Supplied data:
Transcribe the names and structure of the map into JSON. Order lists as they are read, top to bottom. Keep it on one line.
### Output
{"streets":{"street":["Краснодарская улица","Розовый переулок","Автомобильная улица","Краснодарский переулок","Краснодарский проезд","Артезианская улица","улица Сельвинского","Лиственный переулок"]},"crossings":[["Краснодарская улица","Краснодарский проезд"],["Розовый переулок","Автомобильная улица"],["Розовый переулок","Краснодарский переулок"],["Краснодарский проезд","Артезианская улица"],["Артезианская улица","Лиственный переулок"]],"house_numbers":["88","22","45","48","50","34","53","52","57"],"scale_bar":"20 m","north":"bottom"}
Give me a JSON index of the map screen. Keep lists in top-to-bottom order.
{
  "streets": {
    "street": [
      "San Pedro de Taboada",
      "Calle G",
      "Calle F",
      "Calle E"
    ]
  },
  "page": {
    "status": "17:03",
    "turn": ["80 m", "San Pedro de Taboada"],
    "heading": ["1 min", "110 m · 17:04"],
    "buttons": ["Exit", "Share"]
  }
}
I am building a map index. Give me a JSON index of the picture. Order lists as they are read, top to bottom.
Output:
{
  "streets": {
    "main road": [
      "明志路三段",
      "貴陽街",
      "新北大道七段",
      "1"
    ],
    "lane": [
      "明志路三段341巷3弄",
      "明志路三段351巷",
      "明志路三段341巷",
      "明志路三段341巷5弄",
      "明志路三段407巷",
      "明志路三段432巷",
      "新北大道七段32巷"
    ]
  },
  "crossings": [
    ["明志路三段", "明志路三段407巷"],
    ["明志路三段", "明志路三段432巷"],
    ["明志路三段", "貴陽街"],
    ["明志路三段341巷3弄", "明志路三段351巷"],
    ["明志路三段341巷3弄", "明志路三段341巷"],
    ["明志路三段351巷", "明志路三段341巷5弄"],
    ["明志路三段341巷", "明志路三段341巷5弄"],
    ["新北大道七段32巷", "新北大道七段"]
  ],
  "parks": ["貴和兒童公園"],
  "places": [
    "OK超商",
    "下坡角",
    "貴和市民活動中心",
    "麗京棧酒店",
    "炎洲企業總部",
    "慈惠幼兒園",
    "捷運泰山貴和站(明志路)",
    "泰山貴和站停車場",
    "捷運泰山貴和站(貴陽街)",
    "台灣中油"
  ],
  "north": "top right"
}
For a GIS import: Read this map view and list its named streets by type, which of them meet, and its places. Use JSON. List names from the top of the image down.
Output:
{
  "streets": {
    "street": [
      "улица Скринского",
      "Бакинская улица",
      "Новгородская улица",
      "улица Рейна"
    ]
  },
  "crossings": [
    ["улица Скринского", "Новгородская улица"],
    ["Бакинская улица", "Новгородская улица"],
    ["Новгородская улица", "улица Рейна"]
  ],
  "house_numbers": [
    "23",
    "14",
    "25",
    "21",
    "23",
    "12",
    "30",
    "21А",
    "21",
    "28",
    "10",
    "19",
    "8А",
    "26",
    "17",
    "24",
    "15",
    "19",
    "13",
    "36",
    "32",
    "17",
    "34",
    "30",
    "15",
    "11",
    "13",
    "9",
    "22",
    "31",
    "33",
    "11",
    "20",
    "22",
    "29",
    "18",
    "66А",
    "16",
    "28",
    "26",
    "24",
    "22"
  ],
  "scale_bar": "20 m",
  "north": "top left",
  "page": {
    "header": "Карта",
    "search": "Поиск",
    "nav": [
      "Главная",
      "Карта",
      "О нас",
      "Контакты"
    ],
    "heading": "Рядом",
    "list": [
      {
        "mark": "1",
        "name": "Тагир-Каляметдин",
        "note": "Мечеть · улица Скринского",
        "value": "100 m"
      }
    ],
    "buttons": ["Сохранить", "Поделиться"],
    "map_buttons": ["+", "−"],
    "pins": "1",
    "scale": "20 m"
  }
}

What you need to do:
What's wanted is each line above, transcribed with nothing altered.

Your response:
Transcribe the names and structure of the map into JSON. Order lists as they are read, top to bottom. Keep it on one line.
### Output
{"streets":{"street":["Краснодарская улица","Розовый переулок","Автомобильная улица","Краснодарский переулок","Краснодарский проезд","Артезианская улица","улица Сельвинского","Лиственный переулок"]},"crossings":[["Краснодарская улица","Краснодарский проезд"],["Розовый переулок","Автомобильная улица"],["Розовый переулок","Краснодарский переулок"],["Краснодарский проезд","Артезианская улица"],["Артезианская улица","Лиственный переулок"]],"house_numbers":["88","22","45","48","50","34","53","52","57"],"scale_bar":"20 m","north":"bottom"}
Give me a JSON index of the map screen. Keep lists in top-to-bottom order.
{
  "streets": {
    "street": [
      "San Pedro de Taboada",
      "Calle G",
      "Calle F",
      "Calle E"
    ]
  },
  "page": {
    "status": "17:03",
    "turn": ["80 m", "San Pedro de Taboada"],
    "heading": ["1 min", "110 m · 17:04"],
    "buttons": ["Exit", "Share"]
  }
}
I am building a map index. Give me a JSON index of the picture. Order lists as they are read, top to bottom.
Output:
{
  "streets": {
    "main road": [
      "明志路三段",
      "貴陽街",
      "新北大道七段",
      "1"
    ],
    "lane": [
      "明志路三段341巷3弄",
      "明志路三段351巷",
      "明志路三段341巷",
      "明志路三段341巷5弄",
      "明志路三段407巷",
      "明志路三段432巷",
      "新北大道七段32巷"
    ]
  },
  "crossings": [
    ["明志路三段", "明志路三段407巷"],
    ["明志路三段", "明志路三段432巷"],
    ["明志路三段", "貴陽街"],
    ["明志路三段341巷3弄", "明志路三段351巷"],
    ["明志路三段341巷3弄", "明志路三段341巷"],
    ["明志路三段351巷", "明志路三段341巷5弄"],
    ["明志路三段341巷", "明志路三段341巷5弄"],
    ["新北大道七段32巷", "新北大道七段"]
  ],
  "parks": ["貴和兒童公園"],
  "places": [
    "OK超商",
    "下坡角",
    "貴和市民活動中心",
    "麗京棧酒店",
    "炎洲企業總部",
    "慈惠幼兒園",
    "捷運泰山貴和站(明志路)",
    "泰山貴和站停車場",
    "捷運泰山貴和站(貴陽街)",
    "台灣中油"
  ],
  "north": "top right"
}
For a GIS import: Read this map view and list its named streets by type, which of them meet, and its places. Use JSON. List names from the top of the image down.
Output:
{
  "streets": {
    "street": [
      "улица Скринского",
      "Бакинская улица",
      "Новгородская улица",
      "улица Рейна"
    ]
  },
  "crossings": [
    ["улица Скринского", "Новгородская улица"],
    ["Бакинская улица", "Новгородская улица"],
    ["Новгородская улица", "улица Рейна"]
  ],
  "house_numbers": [
    "23",
    "14",
    "25",
    "21",
    "23",
    "12",
    "30",
    "21А",
    "21",
    "28",
    "10",
    "19",
    "8А",
    "26",
    "17",
    "24",
    "15",
    "19",
    "13",
    "36",
    "32",
    "17",
    "34",
    "30",
    "15",
    "11",
    "13",
    "9",
    "22",
    "31",
    "33",
    "11",
    "20",
    "22",
    "29",
    "18",
    "66А",
    "16",
    "28",
    "26",
    "24",
    "22"
  ],
  "scale_bar": "20 m",
  "north": "top left",
  "page": {
    "header": "Карта",
    "search": "Поиск",
    "nav": [
      "Главная",
      "Карта",
      "О нас",
      "Контакты"
    ],
    "heading": "Рядом",
    "list": [
      {
        "mark": "1",
        "name": "Тагир-Каляметдин",
        "note": "Мечеть · улица Скринского",
        "value": "100 m"
      }
    ],
    "buttons": ["Сохранить", "Поделиться"],
    "map_buttons": ["+", "−"],
    "pins": "1",
    "scale": "20 m"
  }
}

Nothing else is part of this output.